DATA TO USE:
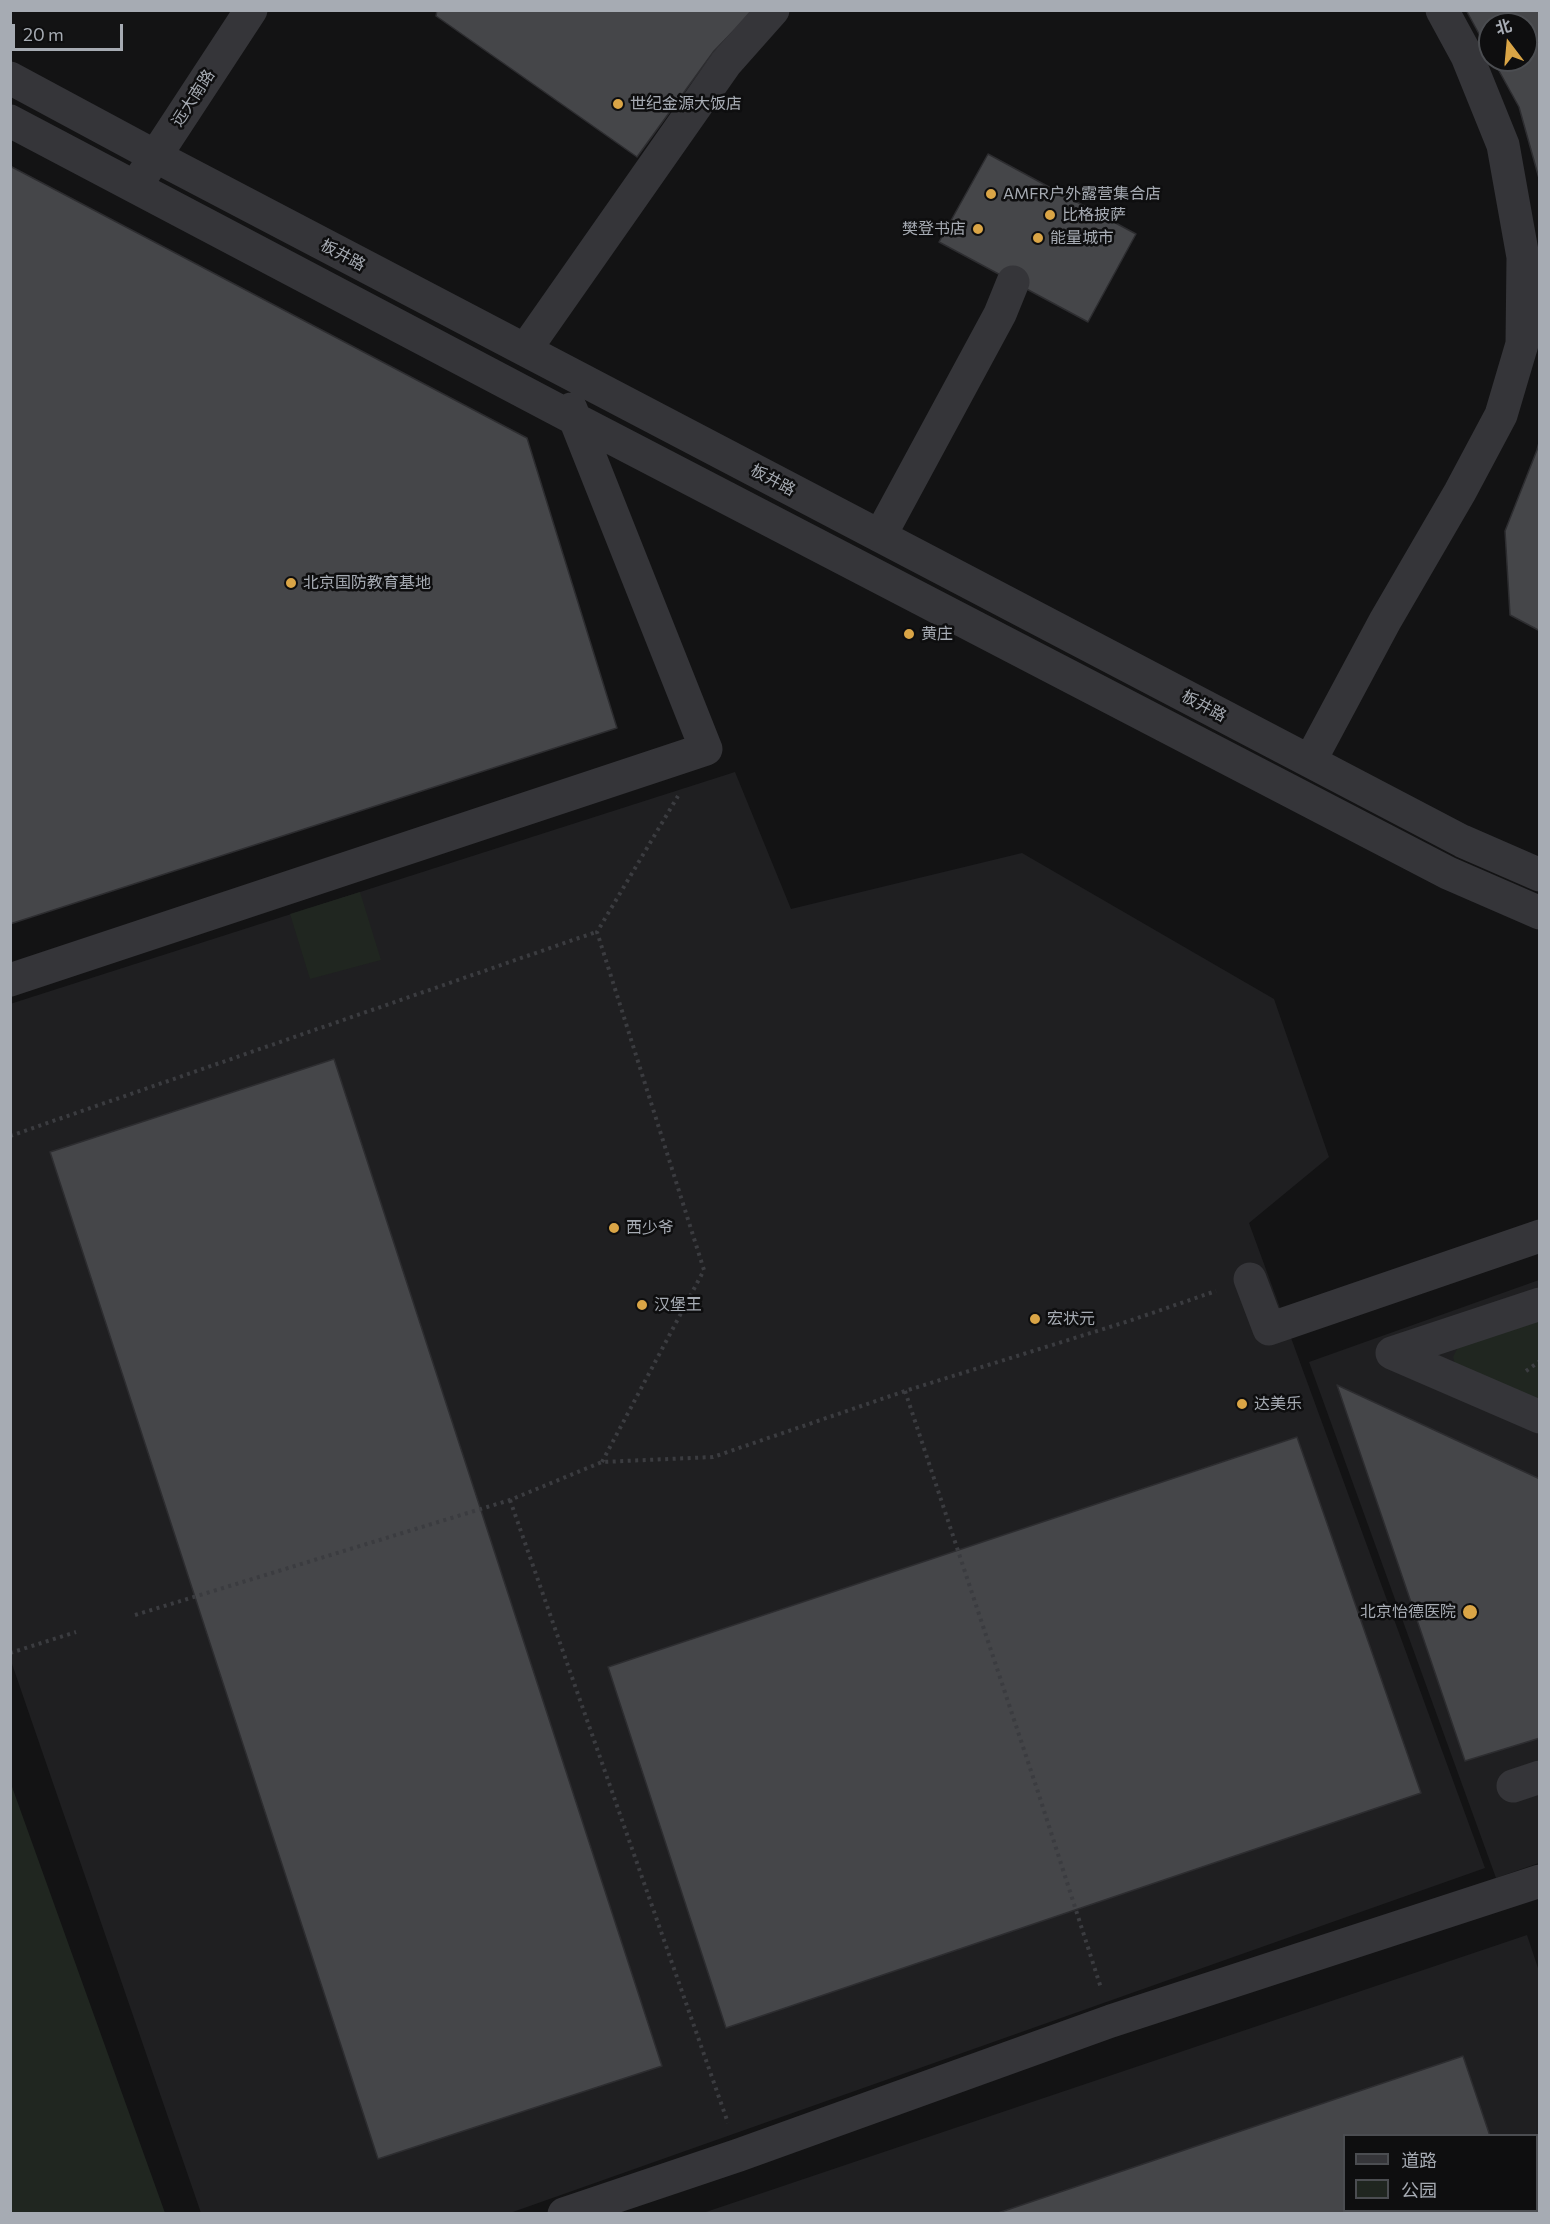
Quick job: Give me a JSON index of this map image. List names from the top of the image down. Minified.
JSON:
{"streets":{"street":["远大南路","板井路"]},"crossings":[["远大南路","板井路"]],"places":["世纪金源大饭店","AMFR户外露营集合店","比格披萨","樊登书店","能量城市","北京国防教育基地","黄庄","西少爷","汉堡王","宏状元","达美乐","北京怡德医院"],"legend":["道路","公园"],"scale_bar":"20 m","north":"top"}
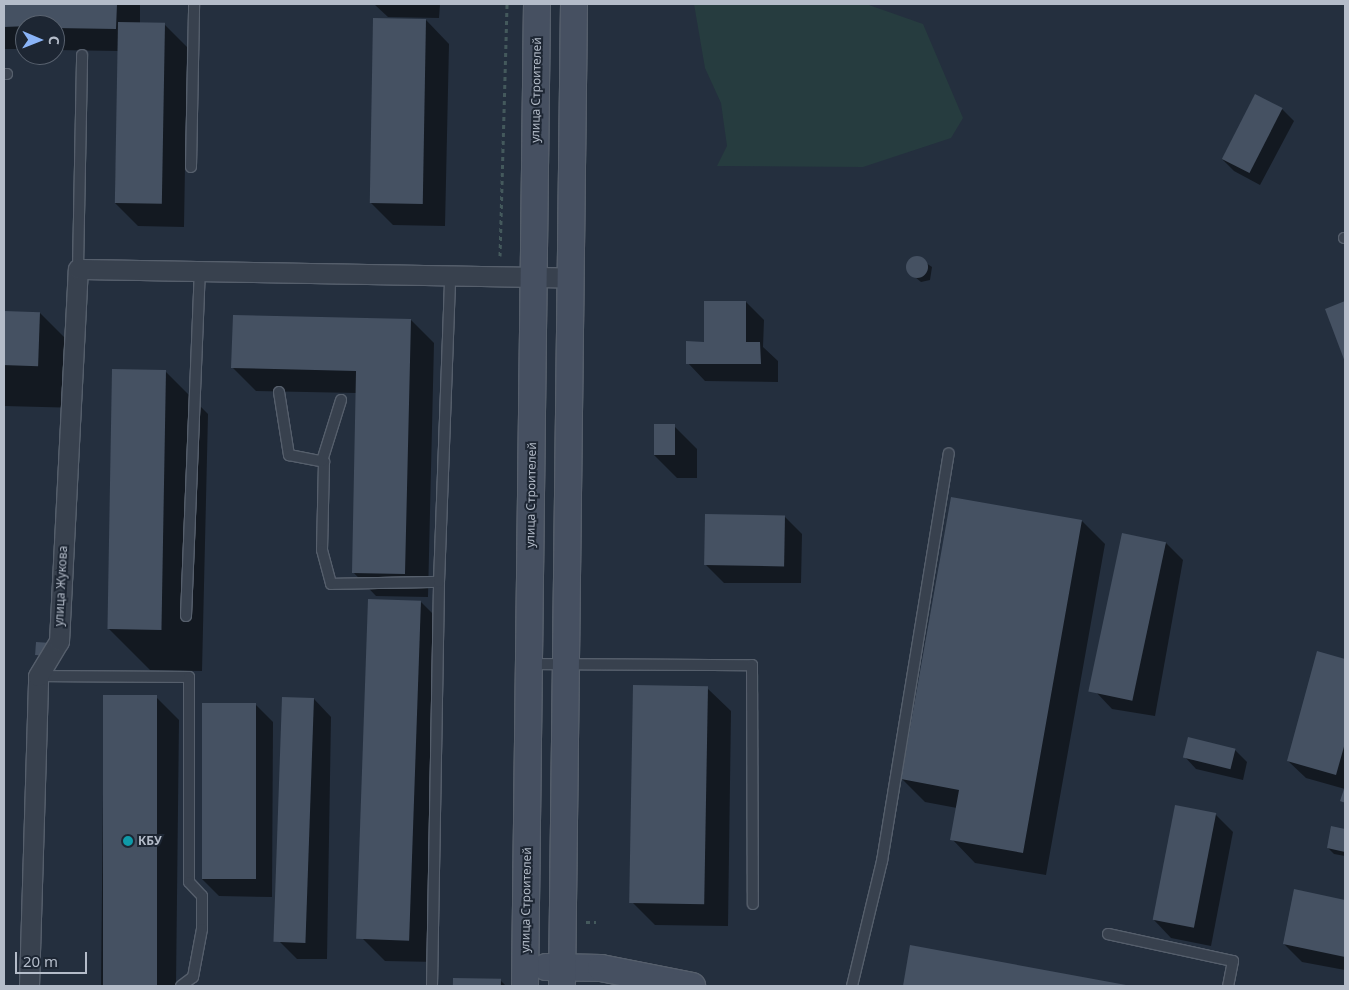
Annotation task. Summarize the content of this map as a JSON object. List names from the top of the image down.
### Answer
{
  "streets": {
    "street": ["улица Строителей", "улица Жукова"]
  },
  "places": ["КБУ"],
  "scale_bar": "20 m",
  "north": "right"
}
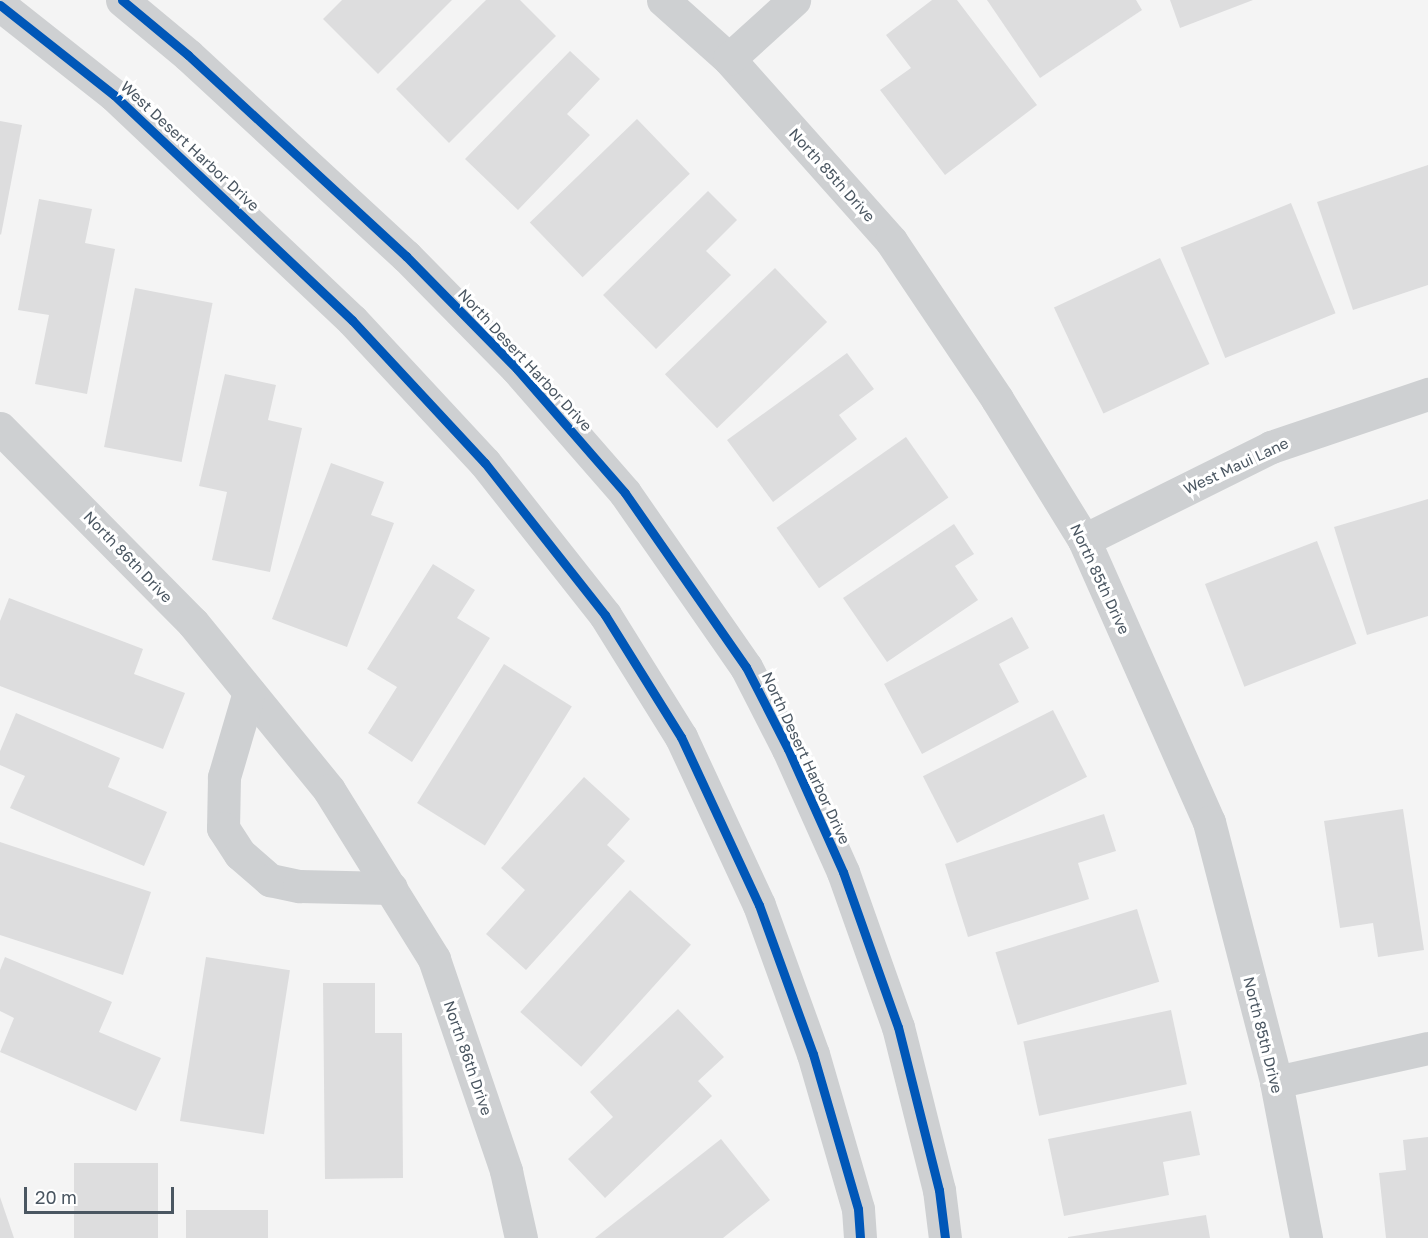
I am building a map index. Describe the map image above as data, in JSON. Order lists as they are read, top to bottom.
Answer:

BRIEF: Pictures do not belong in the copy. Output all of the records exactly.

REPLY TO THE EXERCISE:
Quick job: Give me a JSON index of this map image. List names from the top of the image down. Minified.
JSON:
{"streets":{"street":["远大南路","板井路"]},"crossings":[["远大南路","板井路"]],"places":["世纪金源大饭店","AMFR户外露营集合店","比格披萨","樊登书店","能量城市","北京国防教育基地","黄庄","西少爷","汉堡王","宏状元","达美乐","北京怡德医院"],"legend":["道路","公园"],"scale_bar":"20 m","north":"top"}
Annotation task. Summarize the content of this map as a JSON object. List names from the top of the image down.
### Answer
{
  "streets": {
    "street": ["улица Строителей", "улица Жукова"]
  },
  "places": ["КБУ"],
  "scale_bar": "20 m",
  "north": "right"
}
I am building a map index. Describe the map image above as data, in JSON. Order lists as they are read, top to bottom.
Answer:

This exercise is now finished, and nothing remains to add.